And I don't think you can draw a line between the expression "Lily Allen sucks" and the fact that she's often in the papers and some people make critical claims about her which you don't find reasonable. Those things are not her doing. Neither is the fact that Kate Moss is her friend. From what I can gather Kate Moss is the best mate of everybody famous.

4
David Hepworth | 9 October 2009 - 2:00pm

These things are her doing, though.

She could keep a lid on the constant press coverage if she wanted. She could buck the trend by *not* sunning herself with Kate Moss. And if she really was the bright, interesting and innovative pop star that her supporters claim she is, she would.

0
Albert Edward | 9 October 2009 - 2:18pm

Oh for goodness sake!

So what if she's Kate Moss's friend? Is Kate Moss not allowed to have friends? What a ridiculous reason for condemning someone. Sheesh!

0
Theo Zoffrok | 9 October 2009 - 2:54pm

You could, like, skip those

bits of the newspaper. Or buy a different newspaper.
I had no idea that she was friends with Kate Moss.
I have no idea what she wears when she goes out, or where she goes.
If she appears in Word, I just turn the page.
If she was playing in my back garden I'd probably shut the curtains - but my kids would enjoy it.
Celebrities attract a certain kind of coverage if they choose to live in Blighty. If they become tax exiles we slate them for that as well. They can't win. Just filter it out - whatever she does the red-tops and gossip-rags will report it. Even if she goes down the shops in her joggers, a t-shirt and a baseball cap.
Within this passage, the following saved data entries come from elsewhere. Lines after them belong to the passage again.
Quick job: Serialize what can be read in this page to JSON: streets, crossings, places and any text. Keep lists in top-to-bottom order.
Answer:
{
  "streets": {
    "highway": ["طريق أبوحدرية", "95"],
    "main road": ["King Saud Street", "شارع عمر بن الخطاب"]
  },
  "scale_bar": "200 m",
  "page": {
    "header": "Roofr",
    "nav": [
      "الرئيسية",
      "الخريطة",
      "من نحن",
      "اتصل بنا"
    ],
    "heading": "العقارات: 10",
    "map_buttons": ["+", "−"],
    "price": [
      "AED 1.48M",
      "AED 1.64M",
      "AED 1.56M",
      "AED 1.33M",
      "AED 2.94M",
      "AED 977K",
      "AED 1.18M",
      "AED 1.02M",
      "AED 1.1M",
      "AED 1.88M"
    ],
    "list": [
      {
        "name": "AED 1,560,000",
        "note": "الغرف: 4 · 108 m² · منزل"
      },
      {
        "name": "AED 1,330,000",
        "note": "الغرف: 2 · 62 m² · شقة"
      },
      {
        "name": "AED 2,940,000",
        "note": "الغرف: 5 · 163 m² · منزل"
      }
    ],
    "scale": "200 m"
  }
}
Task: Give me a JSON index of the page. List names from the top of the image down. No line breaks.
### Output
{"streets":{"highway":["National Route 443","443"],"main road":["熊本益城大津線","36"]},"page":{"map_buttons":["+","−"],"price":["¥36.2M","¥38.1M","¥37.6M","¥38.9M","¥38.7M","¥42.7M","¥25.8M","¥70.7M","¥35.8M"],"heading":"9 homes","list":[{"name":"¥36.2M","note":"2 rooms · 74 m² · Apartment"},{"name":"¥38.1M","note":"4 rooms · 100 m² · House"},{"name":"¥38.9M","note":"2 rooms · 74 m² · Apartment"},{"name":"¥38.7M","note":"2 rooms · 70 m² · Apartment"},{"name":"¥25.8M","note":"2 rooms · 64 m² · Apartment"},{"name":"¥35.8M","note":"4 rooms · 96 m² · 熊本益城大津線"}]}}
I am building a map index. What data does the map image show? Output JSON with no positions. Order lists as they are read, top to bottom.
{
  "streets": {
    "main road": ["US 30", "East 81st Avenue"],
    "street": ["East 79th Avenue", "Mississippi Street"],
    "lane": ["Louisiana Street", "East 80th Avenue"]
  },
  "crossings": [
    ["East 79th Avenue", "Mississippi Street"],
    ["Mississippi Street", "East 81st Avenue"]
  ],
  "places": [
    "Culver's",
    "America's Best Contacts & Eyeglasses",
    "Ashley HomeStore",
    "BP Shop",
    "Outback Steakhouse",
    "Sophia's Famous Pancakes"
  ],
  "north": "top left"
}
And... who do you expect her to be friends with? A 'normal' person trying to hang out with her would have their life intruded upon as well...

0
Adman | 9 October 2009 - 3:38pm

Would she pass the Suitable Friendship Test

if she was bezzy mates with Kate Mossman?

0
Black Type | 10 October 2009 - 12:42am

as Andrew said

She's a good pop star, this is the entertainment business. Thank god, the good people who produce the mag still remember that.

2
mdavies27 | 9 October 2009 - 2:15pm

Her doing?

"She could keep a lid on the constant press coverage if she wanted."

You mean take out an injunction to stop photographers following her as she did earlier this year?

0
MichaelM | 9 October 2009 - 2:58pm

Lily Allen

Can't stand the way she sings but I love to hear her talk

0
Humphrey Plugg | 9 October 2009 - 3:01pm

I like the way

she dips a doughnut in my tea.

0
skirky | 9 October 2009 - 3:35pm

A drunkard's dream

if I ever did see one...

1
Humphrey Plugg | 9 October 2009 - 4:32pm

When I get off of this mountain

I know where I'm gonna go
Straight down to Dean Street, Soho
To the club they call Groucho

0
stimpy | 15 October 2009 - 1:47pm

Lily Allen?

Yes.

She's not the worlds greatest songwriter, and the music always sounds similar to the previous track; but she's got something that makes me like her.

0
Tom | 9 October 2009 - 3:33pm

I've no problem with Lily Allen at all.....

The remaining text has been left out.